- **THE PROBLEM**:
Set the records down again exactly, apart from any pictures in them.

- **DATASET CONTENT**:
* * * * * * * * *
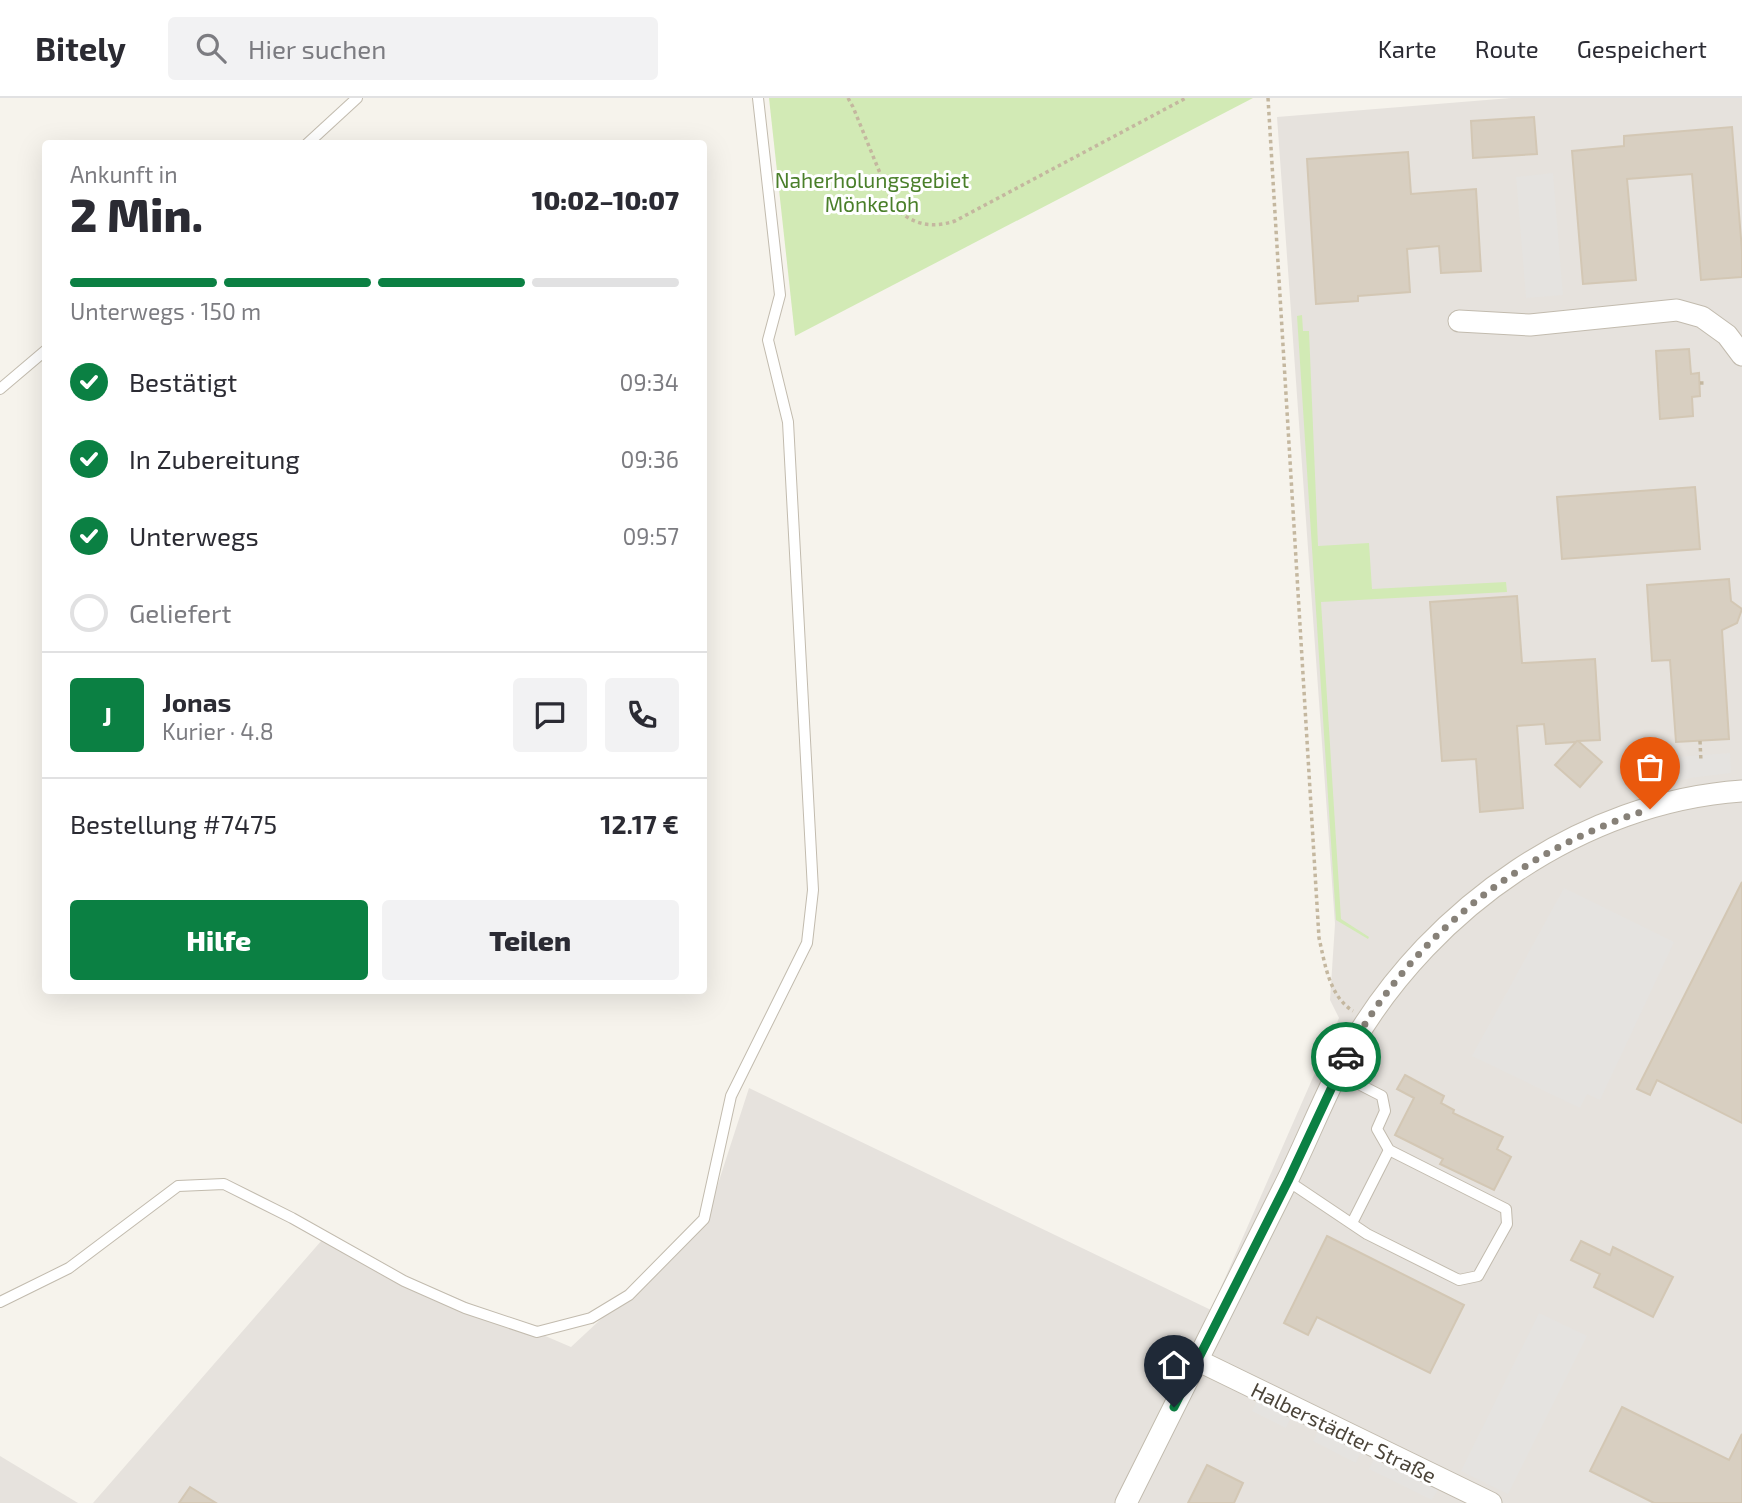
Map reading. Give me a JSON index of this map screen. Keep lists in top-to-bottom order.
{
  "streets": {
    "street": ["Halberstädter Straße"]
  },
  "parks": ["Naherholungsgebiet Mönkeloh"],
  "page": {
    "header": "Bitely",
    "search": "Hier suchen",
    "nav": ["Karte", "Route", "Gespeichert"],
    "heading": ["2 Min.", "Ankunft in", "10:02–10:07"],
    "panel": [
      "Jonas",
      "Kurier · 4.8",
      "Bestellung #7475",
      "12.17 €"
    ],
    "bar": "Unterwegs · 150 m",
    "list": [
      ["Bestätigt", "09:34"],
      ["In Zubereitung", "09:36"],
      ["Unterwegs", "09:57"],
      "Geliefert"
    ],
    "round": "J",
    "buttons": ["Hilfe", "Teilen"]
  }
}
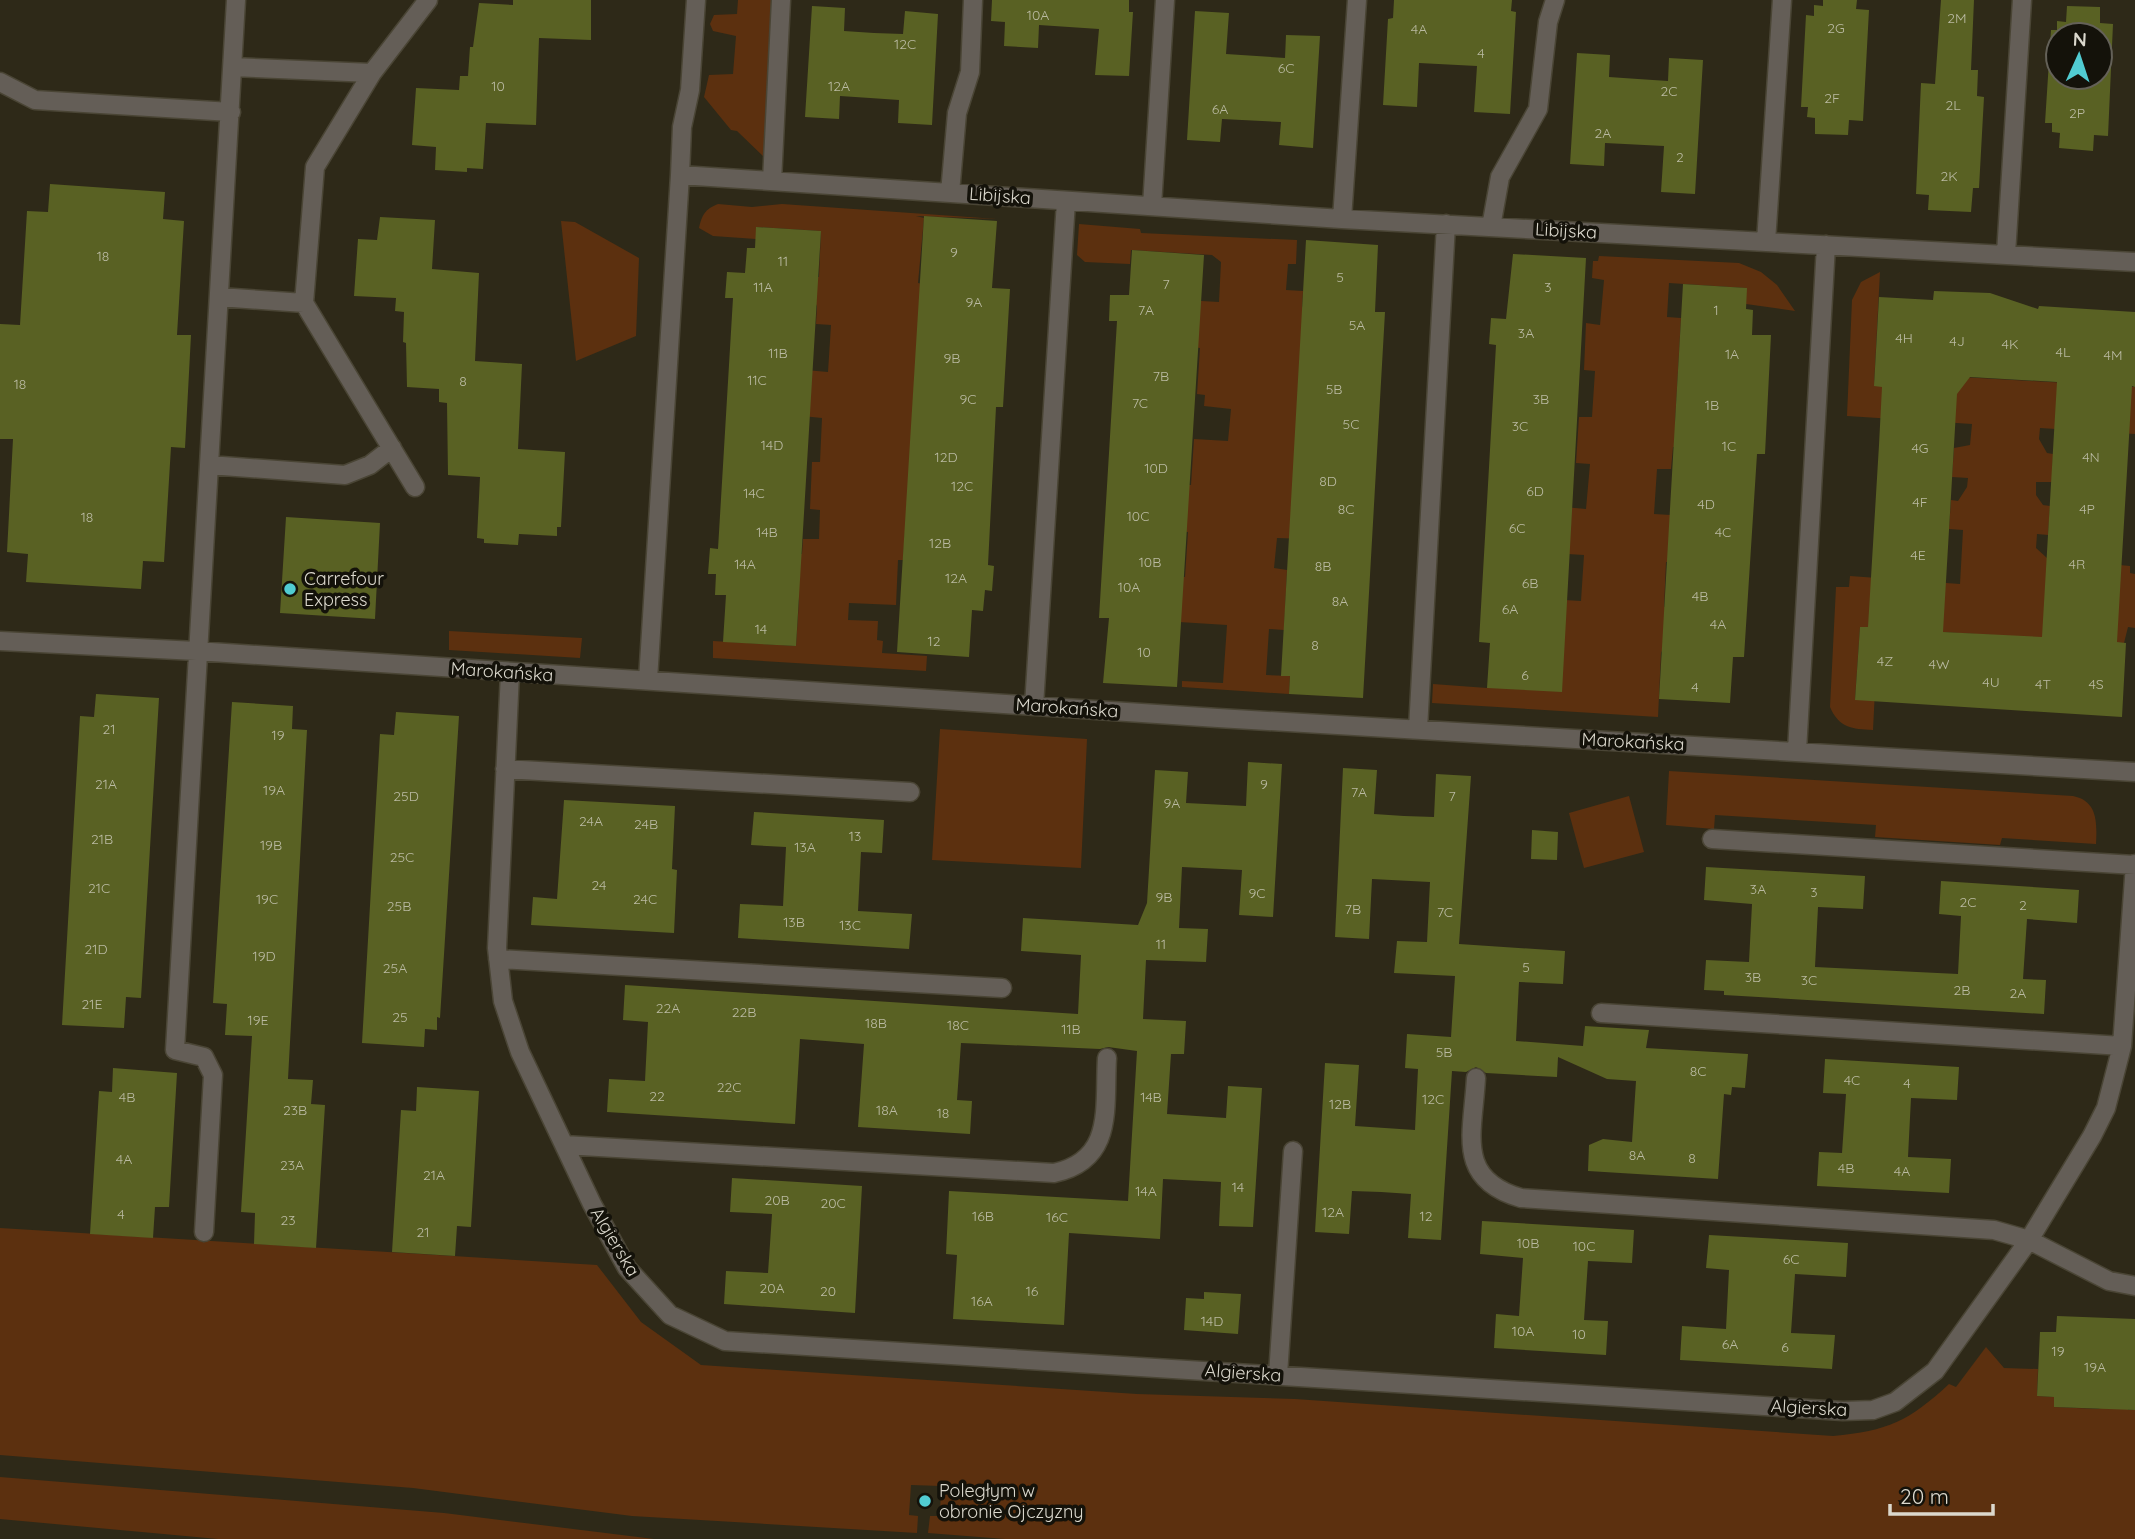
* * * * * * * * *
- **SOLVED EXERCISE**:
Map reading. Give me a JSON index of this map screen. Keep lists in top-to-bottom order.
{
  "streets": {
    "street": ["Halberstädter Straße"]
  },
  "parks": ["Naherholungsgebiet Mönkeloh"],
  "page": {
    "header": "Bitely",
    "search": "Hier suchen",
    "nav": ["Karte", "Route", "Gespeichert"],
    "heading": ["2 Min.", "Ankunft in", "10:02–10:07"],
    "panel": [
      "Jonas",
      "Kurier · 4.8",
      "Bestellung #7475",
      "12.17 €"
    ],
    "bar": "Unterwegs · 150 m",
    "list": [
      ["Bestätigt", "09:34"],
      ["In Zubereitung", "09:36"],
      ["Unterwegs", "09:57"],
      "Geliefert"
    ],
    "round": "J",
    "buttons": ["Hilfe", "Teilen"]
  }
}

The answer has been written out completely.